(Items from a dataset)
:::
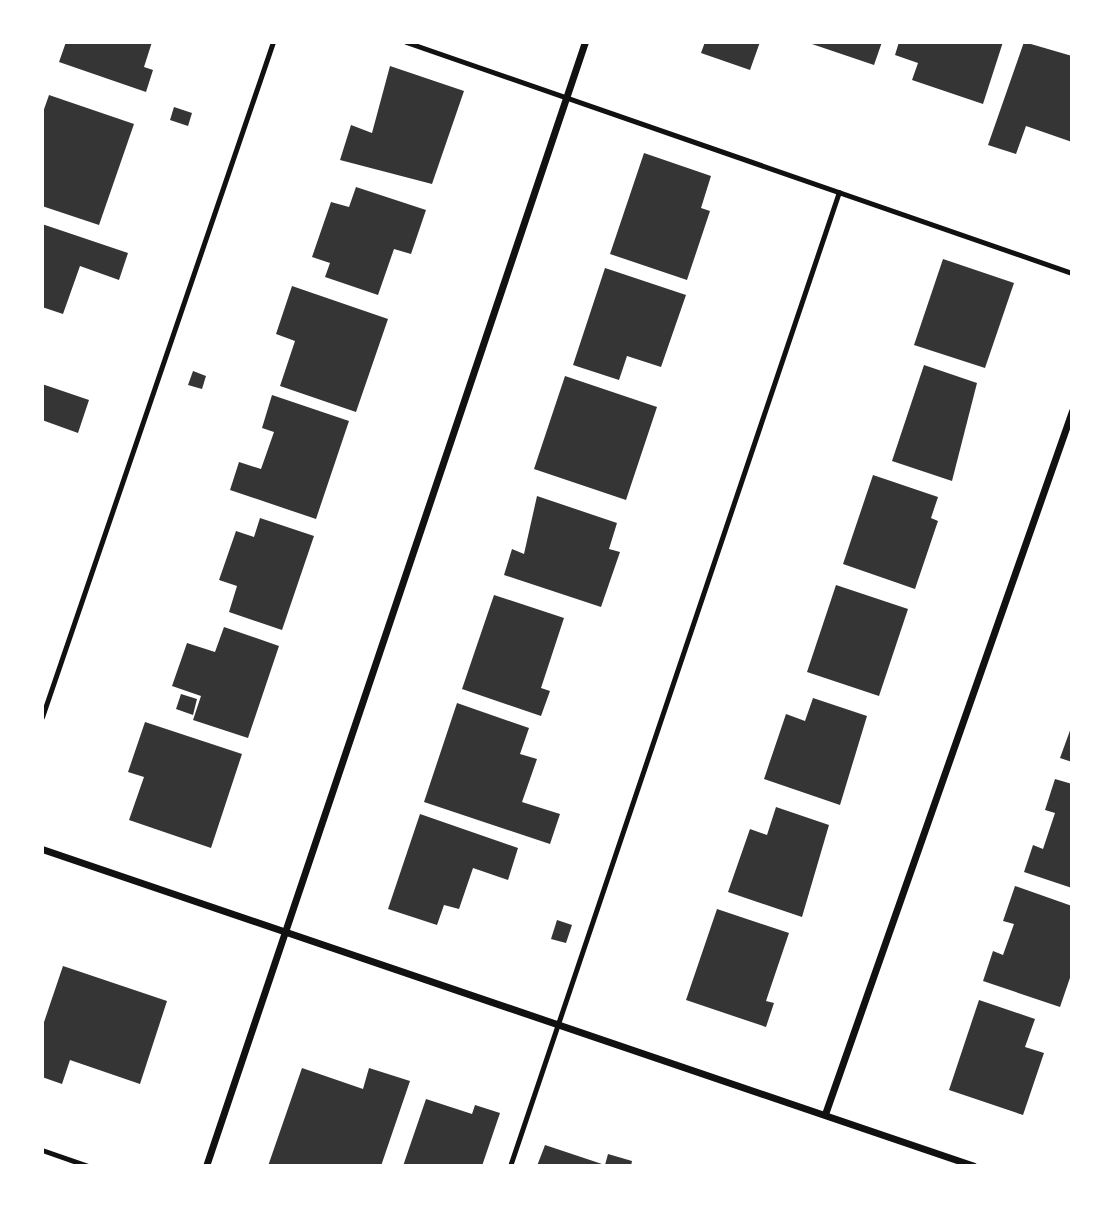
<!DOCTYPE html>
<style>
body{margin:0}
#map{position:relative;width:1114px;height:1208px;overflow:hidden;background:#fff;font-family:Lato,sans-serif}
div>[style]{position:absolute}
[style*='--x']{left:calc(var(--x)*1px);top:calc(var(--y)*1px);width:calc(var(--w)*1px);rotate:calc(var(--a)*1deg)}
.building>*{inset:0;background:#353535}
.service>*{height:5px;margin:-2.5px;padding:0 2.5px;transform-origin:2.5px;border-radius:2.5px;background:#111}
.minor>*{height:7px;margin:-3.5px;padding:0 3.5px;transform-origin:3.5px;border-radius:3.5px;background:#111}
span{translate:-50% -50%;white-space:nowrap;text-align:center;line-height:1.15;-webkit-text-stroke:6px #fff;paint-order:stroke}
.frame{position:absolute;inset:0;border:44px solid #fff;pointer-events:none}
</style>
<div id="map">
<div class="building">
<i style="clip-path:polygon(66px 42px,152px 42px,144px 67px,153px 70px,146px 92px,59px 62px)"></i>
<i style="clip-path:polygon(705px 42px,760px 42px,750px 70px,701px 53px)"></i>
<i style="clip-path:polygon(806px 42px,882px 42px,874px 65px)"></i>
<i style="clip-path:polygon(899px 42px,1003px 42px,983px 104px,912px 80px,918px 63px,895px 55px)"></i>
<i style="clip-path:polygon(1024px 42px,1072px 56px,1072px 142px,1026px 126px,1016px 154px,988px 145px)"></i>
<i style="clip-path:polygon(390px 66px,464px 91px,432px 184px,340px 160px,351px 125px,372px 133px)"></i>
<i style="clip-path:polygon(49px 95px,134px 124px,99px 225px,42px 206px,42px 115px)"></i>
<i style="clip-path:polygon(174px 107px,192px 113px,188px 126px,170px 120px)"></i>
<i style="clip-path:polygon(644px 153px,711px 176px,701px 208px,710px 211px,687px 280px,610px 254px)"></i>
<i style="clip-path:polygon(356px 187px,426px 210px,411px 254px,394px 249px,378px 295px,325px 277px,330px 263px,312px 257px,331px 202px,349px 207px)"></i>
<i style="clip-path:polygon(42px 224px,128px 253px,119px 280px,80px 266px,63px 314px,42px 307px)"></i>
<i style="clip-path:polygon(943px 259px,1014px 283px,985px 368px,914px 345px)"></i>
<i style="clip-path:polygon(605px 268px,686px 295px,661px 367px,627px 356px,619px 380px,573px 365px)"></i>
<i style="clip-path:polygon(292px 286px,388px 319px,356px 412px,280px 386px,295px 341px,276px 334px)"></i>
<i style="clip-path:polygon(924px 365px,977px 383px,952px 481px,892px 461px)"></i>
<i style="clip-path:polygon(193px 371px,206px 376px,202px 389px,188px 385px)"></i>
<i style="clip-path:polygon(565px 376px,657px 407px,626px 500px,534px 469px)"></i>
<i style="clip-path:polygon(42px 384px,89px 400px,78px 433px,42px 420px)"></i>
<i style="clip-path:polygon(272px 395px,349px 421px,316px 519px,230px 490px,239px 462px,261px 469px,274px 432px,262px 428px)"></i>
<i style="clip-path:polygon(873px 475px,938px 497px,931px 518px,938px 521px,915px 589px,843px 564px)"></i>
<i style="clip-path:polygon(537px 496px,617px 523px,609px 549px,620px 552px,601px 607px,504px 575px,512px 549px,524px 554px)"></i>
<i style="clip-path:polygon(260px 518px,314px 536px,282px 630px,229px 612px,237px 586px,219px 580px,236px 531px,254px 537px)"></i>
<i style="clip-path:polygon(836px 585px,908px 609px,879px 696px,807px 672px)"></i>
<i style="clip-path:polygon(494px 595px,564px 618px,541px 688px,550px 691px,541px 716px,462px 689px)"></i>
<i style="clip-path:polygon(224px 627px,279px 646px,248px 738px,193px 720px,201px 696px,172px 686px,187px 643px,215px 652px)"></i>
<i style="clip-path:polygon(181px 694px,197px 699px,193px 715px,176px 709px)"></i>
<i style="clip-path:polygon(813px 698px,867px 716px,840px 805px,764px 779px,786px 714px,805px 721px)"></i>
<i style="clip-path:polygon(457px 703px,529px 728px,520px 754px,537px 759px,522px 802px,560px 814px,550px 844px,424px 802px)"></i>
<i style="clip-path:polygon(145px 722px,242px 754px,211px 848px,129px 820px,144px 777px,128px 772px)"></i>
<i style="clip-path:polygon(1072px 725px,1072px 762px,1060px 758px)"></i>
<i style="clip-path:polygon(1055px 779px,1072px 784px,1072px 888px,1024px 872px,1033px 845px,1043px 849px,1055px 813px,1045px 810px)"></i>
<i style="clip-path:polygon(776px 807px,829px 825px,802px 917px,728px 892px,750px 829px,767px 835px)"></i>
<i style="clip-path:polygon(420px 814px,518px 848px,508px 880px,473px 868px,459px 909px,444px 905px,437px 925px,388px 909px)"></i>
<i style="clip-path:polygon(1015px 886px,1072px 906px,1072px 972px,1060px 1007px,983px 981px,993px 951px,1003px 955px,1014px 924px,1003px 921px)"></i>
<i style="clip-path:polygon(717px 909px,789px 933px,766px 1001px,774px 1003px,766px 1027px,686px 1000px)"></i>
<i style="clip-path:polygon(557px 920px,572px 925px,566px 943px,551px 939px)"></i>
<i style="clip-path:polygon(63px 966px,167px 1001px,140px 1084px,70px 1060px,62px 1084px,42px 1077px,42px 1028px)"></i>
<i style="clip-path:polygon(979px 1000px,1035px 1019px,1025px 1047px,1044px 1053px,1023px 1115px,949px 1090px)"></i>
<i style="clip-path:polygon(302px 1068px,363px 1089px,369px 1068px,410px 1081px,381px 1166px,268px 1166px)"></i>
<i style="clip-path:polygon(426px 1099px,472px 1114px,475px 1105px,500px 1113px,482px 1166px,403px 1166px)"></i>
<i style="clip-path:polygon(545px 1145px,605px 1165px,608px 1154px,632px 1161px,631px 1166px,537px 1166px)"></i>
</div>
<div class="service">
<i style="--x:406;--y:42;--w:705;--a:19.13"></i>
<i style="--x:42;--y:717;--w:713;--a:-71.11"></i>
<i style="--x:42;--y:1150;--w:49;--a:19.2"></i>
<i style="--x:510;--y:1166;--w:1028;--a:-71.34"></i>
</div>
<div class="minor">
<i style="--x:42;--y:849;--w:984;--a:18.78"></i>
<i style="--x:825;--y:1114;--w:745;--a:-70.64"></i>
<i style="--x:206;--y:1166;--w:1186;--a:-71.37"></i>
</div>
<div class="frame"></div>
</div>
:::
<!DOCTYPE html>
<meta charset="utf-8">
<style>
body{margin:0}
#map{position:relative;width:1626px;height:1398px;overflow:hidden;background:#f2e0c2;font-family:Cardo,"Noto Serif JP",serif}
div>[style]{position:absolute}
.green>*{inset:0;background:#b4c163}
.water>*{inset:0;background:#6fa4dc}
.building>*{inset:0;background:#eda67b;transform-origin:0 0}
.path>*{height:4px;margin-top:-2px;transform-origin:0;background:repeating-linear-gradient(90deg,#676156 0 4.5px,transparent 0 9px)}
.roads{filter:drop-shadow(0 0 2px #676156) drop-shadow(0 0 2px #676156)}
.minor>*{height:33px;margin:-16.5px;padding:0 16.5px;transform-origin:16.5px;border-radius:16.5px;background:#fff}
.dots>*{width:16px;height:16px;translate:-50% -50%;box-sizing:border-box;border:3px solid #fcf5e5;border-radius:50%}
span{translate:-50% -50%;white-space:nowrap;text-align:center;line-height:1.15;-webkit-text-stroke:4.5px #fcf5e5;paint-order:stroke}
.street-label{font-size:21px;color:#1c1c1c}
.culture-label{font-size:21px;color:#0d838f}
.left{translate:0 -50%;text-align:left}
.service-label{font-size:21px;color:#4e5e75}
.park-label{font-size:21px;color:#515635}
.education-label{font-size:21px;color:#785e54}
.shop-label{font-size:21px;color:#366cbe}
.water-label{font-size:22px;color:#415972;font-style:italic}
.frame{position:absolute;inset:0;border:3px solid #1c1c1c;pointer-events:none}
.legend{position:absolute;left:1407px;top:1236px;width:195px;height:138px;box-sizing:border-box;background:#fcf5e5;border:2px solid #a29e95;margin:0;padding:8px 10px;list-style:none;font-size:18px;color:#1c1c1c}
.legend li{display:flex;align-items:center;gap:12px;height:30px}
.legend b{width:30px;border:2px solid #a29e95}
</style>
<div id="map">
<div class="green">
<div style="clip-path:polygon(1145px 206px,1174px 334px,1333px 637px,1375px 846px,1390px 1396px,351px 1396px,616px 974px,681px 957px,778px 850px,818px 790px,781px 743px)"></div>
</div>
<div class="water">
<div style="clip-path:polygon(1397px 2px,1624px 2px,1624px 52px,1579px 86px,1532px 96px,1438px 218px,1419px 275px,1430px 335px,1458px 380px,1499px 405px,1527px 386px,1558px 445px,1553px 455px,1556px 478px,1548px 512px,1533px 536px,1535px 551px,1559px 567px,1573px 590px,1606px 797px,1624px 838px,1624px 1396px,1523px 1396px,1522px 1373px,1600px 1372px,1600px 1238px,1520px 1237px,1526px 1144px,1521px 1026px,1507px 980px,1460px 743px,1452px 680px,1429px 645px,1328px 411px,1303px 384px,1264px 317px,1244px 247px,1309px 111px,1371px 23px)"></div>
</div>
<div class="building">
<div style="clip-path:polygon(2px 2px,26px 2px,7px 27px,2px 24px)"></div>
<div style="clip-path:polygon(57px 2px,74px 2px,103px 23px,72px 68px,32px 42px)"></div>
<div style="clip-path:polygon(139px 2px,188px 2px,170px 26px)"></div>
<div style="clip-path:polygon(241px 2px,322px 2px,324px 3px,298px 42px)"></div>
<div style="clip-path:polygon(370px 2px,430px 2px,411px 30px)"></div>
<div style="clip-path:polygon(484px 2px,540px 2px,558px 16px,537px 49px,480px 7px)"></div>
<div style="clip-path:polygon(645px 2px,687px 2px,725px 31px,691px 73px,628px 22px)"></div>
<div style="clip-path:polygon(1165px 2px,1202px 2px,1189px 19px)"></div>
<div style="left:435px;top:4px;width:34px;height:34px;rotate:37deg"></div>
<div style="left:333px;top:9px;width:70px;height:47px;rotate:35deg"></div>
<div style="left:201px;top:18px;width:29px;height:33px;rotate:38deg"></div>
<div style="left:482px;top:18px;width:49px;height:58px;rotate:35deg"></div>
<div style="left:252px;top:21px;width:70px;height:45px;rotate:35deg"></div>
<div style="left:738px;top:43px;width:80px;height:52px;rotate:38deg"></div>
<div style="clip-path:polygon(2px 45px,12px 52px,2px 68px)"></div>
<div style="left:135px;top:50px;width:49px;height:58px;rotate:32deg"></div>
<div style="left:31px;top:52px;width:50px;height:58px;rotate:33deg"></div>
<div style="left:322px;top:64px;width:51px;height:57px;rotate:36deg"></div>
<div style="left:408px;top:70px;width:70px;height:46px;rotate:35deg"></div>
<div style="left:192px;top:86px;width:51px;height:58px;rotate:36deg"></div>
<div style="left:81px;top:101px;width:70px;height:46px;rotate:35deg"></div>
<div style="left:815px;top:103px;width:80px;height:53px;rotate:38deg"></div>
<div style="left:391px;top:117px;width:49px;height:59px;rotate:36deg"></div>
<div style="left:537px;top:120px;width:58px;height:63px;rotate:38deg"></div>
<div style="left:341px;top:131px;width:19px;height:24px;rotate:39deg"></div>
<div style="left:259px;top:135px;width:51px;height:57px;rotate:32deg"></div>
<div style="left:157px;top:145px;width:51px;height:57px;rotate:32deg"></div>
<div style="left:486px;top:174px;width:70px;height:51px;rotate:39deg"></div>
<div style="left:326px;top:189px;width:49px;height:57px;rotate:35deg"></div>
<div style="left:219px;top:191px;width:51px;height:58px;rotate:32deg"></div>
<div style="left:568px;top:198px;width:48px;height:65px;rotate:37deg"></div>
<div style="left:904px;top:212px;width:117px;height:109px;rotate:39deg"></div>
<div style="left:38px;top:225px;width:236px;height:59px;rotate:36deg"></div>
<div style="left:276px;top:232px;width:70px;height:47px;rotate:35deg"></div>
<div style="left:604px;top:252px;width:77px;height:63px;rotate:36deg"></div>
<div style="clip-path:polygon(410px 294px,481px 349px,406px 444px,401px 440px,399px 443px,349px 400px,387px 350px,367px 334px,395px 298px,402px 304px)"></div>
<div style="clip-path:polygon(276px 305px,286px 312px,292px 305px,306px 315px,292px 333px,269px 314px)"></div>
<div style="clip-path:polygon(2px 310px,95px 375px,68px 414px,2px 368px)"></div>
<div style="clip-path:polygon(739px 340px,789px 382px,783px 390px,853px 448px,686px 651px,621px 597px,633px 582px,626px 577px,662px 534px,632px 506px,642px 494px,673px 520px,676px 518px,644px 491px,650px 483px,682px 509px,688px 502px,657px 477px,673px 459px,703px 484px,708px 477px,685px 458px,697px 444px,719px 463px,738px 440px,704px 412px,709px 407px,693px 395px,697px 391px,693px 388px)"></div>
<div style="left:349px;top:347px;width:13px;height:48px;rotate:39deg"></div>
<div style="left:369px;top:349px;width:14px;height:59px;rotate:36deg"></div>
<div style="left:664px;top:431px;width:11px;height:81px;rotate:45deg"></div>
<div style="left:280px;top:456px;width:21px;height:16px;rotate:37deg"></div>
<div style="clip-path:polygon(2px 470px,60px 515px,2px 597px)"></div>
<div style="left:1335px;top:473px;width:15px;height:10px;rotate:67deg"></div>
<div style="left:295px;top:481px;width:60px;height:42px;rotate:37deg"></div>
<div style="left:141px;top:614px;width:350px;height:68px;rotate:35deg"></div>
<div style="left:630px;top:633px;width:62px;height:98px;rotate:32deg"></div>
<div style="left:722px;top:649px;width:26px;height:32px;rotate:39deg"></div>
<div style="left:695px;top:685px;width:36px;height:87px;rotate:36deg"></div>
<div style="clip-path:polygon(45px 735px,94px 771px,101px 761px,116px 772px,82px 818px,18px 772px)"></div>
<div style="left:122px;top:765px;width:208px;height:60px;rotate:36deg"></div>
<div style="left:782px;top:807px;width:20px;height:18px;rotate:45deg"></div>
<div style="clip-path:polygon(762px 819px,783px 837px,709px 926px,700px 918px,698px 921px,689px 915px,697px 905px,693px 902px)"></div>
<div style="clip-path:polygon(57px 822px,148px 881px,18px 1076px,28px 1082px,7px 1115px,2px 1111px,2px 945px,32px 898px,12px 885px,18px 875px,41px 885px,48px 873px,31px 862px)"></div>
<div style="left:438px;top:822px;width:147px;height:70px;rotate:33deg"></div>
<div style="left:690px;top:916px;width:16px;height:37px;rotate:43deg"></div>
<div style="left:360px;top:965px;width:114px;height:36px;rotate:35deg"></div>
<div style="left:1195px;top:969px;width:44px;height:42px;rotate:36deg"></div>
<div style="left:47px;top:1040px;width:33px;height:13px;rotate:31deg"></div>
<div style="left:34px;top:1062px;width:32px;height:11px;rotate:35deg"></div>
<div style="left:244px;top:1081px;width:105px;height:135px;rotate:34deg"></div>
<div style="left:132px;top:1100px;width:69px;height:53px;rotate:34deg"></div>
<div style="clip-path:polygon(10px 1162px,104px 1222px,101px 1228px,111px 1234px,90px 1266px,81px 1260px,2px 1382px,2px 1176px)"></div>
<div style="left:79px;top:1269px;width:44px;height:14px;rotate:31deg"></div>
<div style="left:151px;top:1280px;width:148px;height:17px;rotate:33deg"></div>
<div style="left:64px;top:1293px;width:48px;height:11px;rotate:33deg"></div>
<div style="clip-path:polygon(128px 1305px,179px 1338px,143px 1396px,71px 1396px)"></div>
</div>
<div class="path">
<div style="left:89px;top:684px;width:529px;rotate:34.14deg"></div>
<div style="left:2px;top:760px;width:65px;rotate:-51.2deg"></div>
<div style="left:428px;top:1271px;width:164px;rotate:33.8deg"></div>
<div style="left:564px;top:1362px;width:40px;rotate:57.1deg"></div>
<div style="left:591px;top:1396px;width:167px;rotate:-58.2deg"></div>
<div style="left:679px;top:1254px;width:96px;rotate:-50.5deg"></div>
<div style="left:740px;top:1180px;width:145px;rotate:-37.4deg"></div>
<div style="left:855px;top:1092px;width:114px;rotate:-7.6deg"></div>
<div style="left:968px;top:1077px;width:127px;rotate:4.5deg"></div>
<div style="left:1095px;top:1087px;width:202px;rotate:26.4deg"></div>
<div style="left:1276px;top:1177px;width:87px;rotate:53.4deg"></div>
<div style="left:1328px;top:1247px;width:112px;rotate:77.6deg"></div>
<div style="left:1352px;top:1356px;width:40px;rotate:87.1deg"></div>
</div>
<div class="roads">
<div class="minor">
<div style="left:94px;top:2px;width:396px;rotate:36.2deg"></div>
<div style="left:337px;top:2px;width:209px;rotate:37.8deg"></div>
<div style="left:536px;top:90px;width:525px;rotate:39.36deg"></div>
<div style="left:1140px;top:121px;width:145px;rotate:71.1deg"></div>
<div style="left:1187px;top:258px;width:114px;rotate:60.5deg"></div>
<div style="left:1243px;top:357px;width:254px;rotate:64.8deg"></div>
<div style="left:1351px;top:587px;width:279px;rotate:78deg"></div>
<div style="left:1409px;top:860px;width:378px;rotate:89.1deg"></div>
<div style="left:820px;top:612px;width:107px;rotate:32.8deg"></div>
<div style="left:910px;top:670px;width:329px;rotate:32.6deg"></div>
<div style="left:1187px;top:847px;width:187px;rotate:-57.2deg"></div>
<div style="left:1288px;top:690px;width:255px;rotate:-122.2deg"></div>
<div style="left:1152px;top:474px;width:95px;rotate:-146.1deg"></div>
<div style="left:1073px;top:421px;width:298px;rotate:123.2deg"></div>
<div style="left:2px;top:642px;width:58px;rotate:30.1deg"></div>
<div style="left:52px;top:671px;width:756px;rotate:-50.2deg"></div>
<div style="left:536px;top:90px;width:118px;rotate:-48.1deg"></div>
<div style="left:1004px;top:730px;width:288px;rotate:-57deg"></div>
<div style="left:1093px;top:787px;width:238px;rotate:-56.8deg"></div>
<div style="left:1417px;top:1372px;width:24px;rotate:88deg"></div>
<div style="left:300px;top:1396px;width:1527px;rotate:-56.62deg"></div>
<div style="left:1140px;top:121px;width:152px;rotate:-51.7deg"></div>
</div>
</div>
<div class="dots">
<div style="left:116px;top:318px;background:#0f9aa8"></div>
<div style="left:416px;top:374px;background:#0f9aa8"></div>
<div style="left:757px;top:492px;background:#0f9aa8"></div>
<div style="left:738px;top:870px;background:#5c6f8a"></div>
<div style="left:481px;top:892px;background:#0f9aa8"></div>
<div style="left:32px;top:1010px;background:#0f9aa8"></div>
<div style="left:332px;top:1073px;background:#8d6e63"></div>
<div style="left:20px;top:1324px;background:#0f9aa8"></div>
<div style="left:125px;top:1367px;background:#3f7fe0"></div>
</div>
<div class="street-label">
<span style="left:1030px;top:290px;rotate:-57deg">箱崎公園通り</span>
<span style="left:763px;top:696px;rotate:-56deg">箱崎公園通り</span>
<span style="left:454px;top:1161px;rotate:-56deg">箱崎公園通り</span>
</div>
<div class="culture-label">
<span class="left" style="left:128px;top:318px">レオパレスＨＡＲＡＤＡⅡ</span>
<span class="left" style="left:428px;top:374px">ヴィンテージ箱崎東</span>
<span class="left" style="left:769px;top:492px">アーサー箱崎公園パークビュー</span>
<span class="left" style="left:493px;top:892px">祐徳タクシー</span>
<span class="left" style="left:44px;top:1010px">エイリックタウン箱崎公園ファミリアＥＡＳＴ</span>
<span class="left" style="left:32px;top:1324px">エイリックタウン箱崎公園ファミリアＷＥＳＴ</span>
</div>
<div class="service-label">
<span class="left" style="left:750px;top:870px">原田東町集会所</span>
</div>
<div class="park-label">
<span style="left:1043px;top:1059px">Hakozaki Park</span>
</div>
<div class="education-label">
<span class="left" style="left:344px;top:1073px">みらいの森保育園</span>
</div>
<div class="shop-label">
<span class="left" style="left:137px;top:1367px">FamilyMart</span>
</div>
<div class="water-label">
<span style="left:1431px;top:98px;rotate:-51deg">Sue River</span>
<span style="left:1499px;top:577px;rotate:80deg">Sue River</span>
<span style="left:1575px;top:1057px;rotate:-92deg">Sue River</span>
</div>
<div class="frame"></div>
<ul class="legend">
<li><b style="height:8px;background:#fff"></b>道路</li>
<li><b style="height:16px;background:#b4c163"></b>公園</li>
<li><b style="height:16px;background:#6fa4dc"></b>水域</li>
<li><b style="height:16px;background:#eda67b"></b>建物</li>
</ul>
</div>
:::
#### Exercise instructions
Filter the entries above down to the lines that contain "hidden".

#### Answer section
#map{position:relative;width:1114px;height:1208px;overflow:hidden;background:#fff;font-family:Lato,sans-serif}
#map{position:relative;width:1626px;height:1398px;overflow:hidden;background:#f2e0c2;font-family:Cardo,"Noto Serif JP",serif}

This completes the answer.